The judgment in this case also expressly provides for the payment of interest. But, even if it didn’t, the obligation to pay interest “follows automatically.” (Pinecrest Productions, Inc. v. RKO Teleradio Pictures, Inc. (1970) 14 Cal.App.3d 6, 11; see also In re Marriage of Hoffee (1976) 60 Cal.App.3d 337, 339-340; Jonathan Neil & Associates, Inc. v. Jones (2006) 138 Cal.App.4th 1481, 1489-1490.) “As the California Supreme Court stated long ago in Glenn v. Rice [(1917)] 174 Cal. [269,] 276: ‘In entering a judgment, it is not necessary to declare therein that it shall bear interest. It bears interest at the [legal] rate . . . from its date by force of law and not by reason of any declaration it may contain to that effect.’” (County of Los Angeles v. Salas (1995) 38 Cal.App.4th 510, 515-516.)
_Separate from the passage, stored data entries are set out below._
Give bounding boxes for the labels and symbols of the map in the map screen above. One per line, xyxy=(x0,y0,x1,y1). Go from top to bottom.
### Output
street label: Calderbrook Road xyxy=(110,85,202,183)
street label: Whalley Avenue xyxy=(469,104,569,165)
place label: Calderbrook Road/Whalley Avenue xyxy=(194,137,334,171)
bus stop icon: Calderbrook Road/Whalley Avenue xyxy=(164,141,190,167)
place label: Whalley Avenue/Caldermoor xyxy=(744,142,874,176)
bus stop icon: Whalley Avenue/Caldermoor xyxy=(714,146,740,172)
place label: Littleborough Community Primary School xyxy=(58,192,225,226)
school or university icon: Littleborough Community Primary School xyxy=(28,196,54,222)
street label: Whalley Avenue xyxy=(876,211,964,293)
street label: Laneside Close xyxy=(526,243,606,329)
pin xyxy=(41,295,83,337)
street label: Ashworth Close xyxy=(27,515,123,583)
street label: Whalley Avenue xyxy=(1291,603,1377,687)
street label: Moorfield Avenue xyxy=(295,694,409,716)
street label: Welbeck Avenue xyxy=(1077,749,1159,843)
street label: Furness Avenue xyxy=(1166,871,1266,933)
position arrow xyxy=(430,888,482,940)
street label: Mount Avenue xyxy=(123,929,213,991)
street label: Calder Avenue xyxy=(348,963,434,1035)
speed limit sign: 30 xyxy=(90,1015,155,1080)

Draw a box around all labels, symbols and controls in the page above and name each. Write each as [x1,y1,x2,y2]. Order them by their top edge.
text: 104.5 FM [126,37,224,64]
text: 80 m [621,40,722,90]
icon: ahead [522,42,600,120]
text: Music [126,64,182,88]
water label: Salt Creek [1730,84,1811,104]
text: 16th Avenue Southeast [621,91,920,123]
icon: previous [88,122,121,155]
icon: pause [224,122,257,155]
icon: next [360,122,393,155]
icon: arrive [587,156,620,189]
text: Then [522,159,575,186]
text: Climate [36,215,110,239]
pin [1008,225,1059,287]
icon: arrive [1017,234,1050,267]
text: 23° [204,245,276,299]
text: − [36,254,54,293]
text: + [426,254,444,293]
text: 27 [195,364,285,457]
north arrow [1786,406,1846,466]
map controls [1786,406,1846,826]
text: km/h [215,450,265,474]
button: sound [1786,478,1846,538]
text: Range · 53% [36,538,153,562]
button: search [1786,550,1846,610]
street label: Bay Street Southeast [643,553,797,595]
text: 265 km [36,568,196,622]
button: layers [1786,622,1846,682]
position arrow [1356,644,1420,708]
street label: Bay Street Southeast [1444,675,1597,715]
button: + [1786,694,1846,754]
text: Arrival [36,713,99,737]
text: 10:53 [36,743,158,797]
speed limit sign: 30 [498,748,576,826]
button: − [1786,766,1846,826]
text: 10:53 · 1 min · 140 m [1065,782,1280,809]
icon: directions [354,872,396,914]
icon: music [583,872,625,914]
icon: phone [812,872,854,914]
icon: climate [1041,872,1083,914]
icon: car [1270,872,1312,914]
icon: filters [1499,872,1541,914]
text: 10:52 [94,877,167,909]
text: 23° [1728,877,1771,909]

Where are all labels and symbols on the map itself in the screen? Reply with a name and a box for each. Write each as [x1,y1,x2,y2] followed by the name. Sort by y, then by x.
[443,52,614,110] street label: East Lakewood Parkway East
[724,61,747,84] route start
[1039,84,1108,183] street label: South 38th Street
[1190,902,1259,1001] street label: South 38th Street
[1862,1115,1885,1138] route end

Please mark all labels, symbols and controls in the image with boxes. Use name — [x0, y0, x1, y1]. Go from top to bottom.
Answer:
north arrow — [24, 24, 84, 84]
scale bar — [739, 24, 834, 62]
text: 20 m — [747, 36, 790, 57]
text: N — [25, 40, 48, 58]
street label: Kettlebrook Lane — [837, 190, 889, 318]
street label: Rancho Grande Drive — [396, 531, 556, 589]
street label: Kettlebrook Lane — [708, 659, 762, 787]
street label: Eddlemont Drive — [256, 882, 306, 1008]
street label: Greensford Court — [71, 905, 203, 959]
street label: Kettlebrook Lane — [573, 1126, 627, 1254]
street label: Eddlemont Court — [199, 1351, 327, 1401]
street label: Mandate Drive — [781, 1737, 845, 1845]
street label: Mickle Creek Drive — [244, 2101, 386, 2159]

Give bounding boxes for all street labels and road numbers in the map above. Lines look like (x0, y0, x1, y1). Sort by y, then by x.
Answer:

A money judgment requires the payment of post-judgment interest at the statutory rate of 10 percent. (§ 695.210, subd. (b) [“[t]he amount required to satisfy a money judgment” includes “interest added to the judgment as it accrues pursuant to Sections 685.010 to 685.030, inclusive.”]; § 685.020, subd (a) [interest commences to accrue from the date of entry of judgment]; § 685.010, subd. (a) [“[i]nterest accrues at the rate of 10 percent per annum on the principal amount of the money judgment remaining unsatisfied.”].) Therefore, we find that Ellis and Kahn did obtain a money judgment which entitles them to post-judgment interest at the statutory rate of 10 percent.

Ignoring both the plain language of the judgment as well as the statutes discussed above, CSC argues that the trial court had a reasonable basis for determining that the judgment was not intended to be a money judgment. CSC maintains that neither party sought a money judgment and the jury did not intend to award a money judgment. Rather, under CSC’s view of the case, the judgment was for an apportionment of settlement monies held in a trust account, an account that was at all times under the control of Ellis and Kahn. Indeed, CSC maintains that its former attorneys “withheld $900,000 of a $2,000,000 settlement claiming it as theirs” and that the jury rejected their claim to those funds. There are several problems with this argument.

First, contrary to CSC’s argument, the trial court did not find that a money judgment was not intended or even that the judgment is not a money judgment. Rather it simply determined, without explanation, that no statutory interest accrued on the judgment. Because Ellis and Kahn did obtain a money judgment, we can find no basis upon which to affirm the ruling that they were not entitled to statutory interest. Second, we are perplexed by CSC’s contention that neither party sought a money judgment as both clearly did. Third, CSC finds support in the record for its contention that the jury believed that any amount it awarded to Ellis and Kahn would be paid out of the client trust account. However, this factual contention is legally irrelevant. Post-judgment interest is determined by statute, not by a jury.

In other words, the thought process of the jury in the present case does not alter the legal consequences of its findings, one of which is that a money judgment was entered in favor of Ellis and Kahn and against CSC. In this regard, the jury expressly found that Ellis and Kahn were “entitled to reasonable attorney fees under the doctrine of quantum meruit” and it awarded them fees in the amount of $369,000. These findings were incorporated into the judgment which, as noted above, provided that judgment was entered in favor of Ellis and Kahn and against CSC in the amount of $369,000 plus interest.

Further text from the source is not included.